Tyler didn’t know what to expect from the coaching experience, but the first month was eye opening for him. Just because he wanted to embrace the coaching process didn’t mean he would. So he definitely stayed up late a few nights before the next meeting. He was paying for coaching, so why not do the work? He resisted the ‘homework’ but unlike when he was in school, this ‘homework’ benefitted him directly and immediately. So he stuck with it.
He considers himself a notorious procrastinator and he was wondering what I would think of him when he sent the assignments at 10 p.m. the night before the coaching session. (It didn’t matter to me at all.) But he found it rewarding to learn why he was so unhappy in his work.
It was time to gain some clarity and find the intersection of his needs, who he is at the core, and what his unique skills are.
During the first month I gave him a number of assessments to help me get to know him better and to help him gain some clarity as to his strengths, desires, passions and what might possibly be standing in his way. We started with him texting me every day to report that he had completed his physical therapy exercises. Accountability is key. Slowly he regained some physical strength and the self-confidence that he could stick with a task consistently and not give into procrastination.
Next came a deep dive into what Tyler’s values are. It was illuminating for him to recognize when in his life he had honored his values and when he hadn’t and how honoring his values had made such a difference in his feeling fulfilled. He was obviously off-track and it was time to look for something more aligned with who he actually is.
We identified what he needed most to succeed. And realizing that he wasn’t getting that at work reinforced that he was right seeking change. Everything became clearer.
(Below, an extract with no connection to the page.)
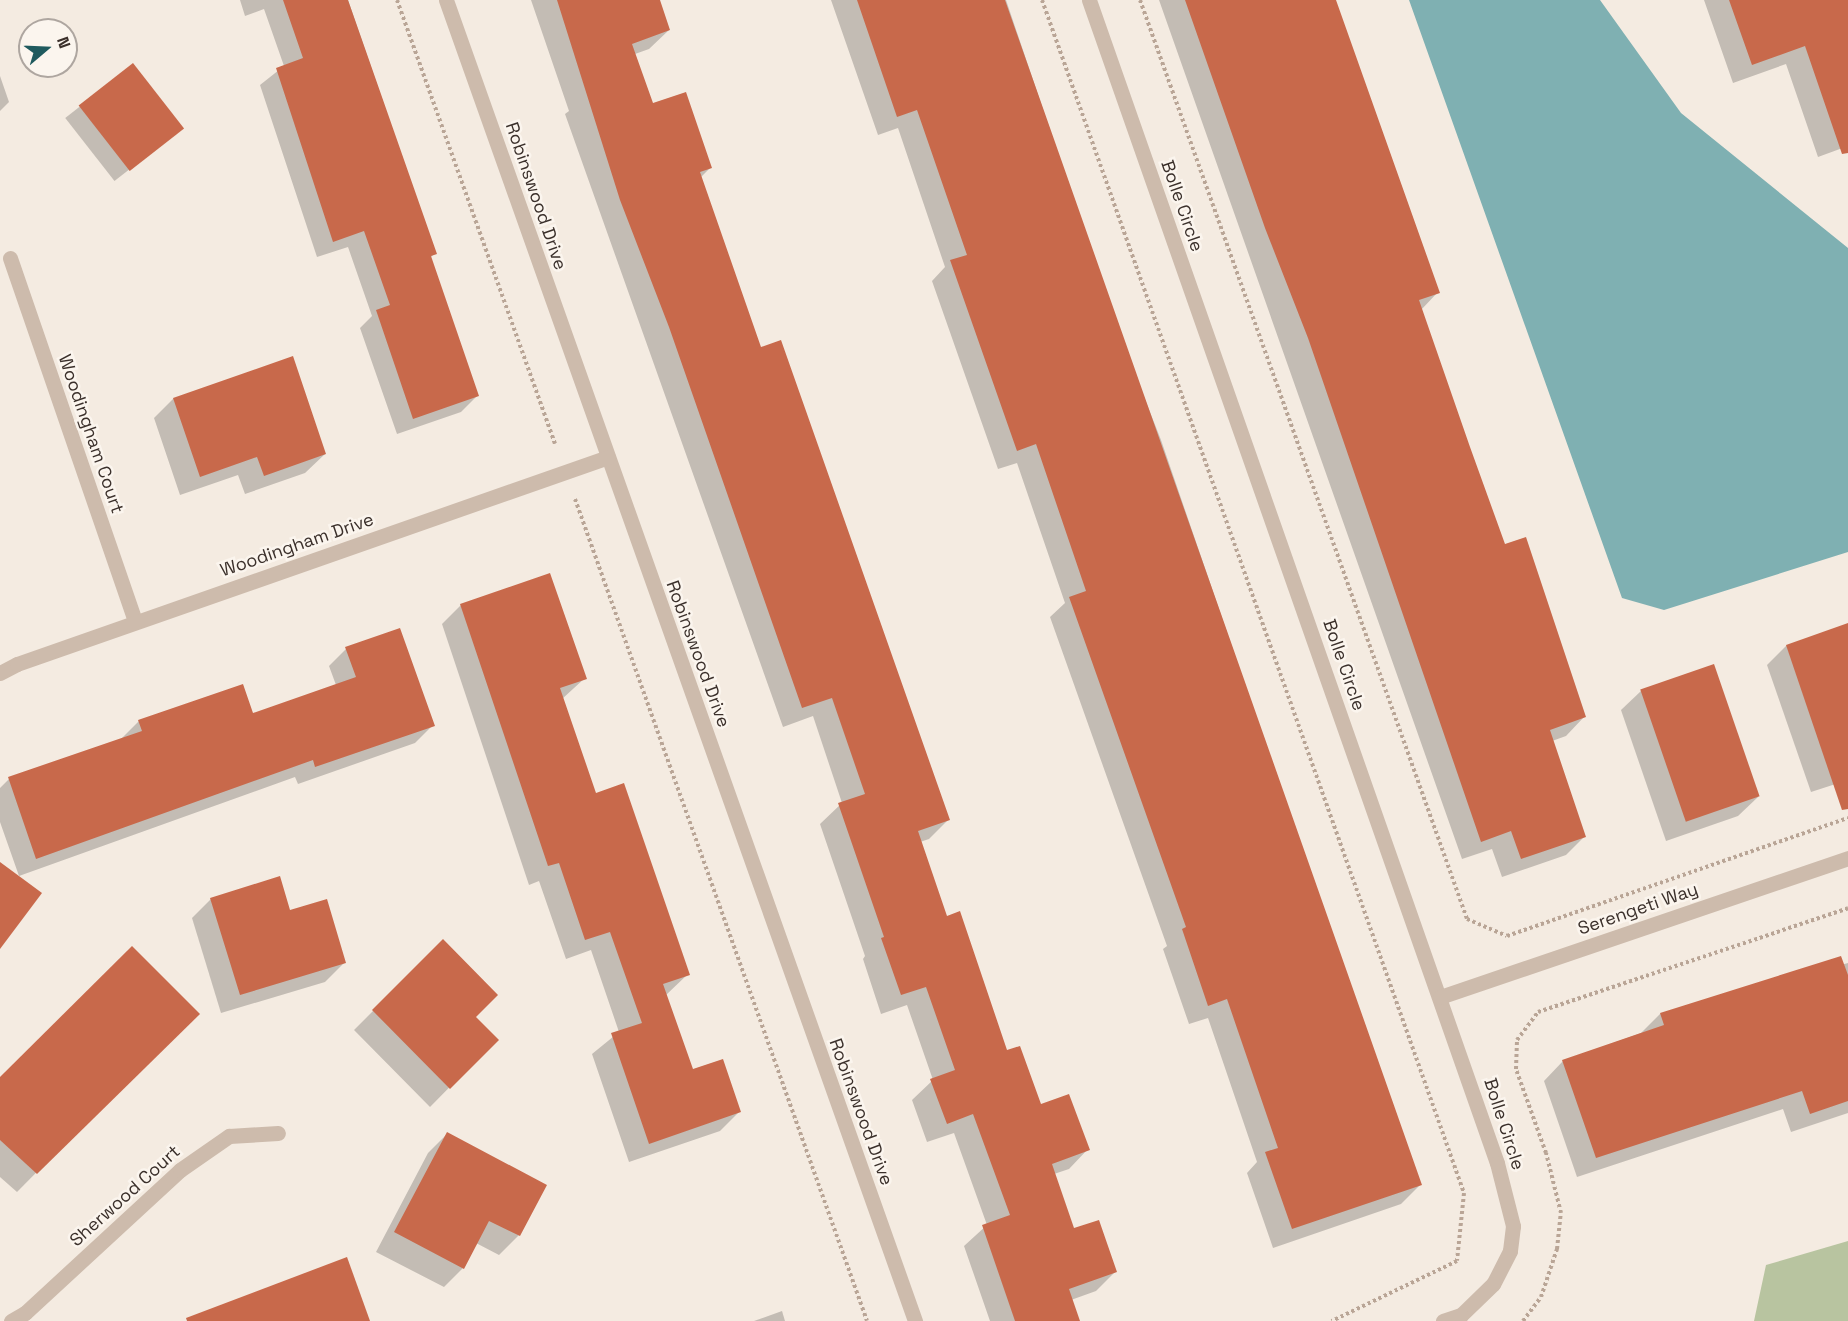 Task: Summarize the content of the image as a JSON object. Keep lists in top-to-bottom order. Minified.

Next, I had him write a 10-year letter; he dated it January 13, 2031. This was even more clarifying. He saw how he could have fun, uplift others through his experience, create and build something from scratch that is meaningful to him, and be connected.
“Knowing what I want has given me the confidence in how to shape the conversation,” Tyler said.
Up to that point I had challenged Tyler to step up and do the work. Now he took it upon himself. He was fired up because now he knew what he wanted and went all in. He identified who he wanted to work for and started engaging with people on LinkedIn at those companies. He learned about their brands and identified what needs they had to grow and develop, just like he had done for himself. He applied what he learned which was truly life changing.
Truly life changing
In the process he engaged with his potential new employer and persuaded them to give his plan a try, even hire him remotely, their first ever creative hire. He manifested his dream opportunity: He is now working as a creative director for Vermont SportsCar, where he found the camaraderie he was seeking and the opportunity to let his creativity unfold.
He says his physical well-being has improved by 50 percent since the start of coaching. Last time I spoke with him he sounded like a kid in a candy store. Which feels just right, as he is about to welcome his firstborn into the world.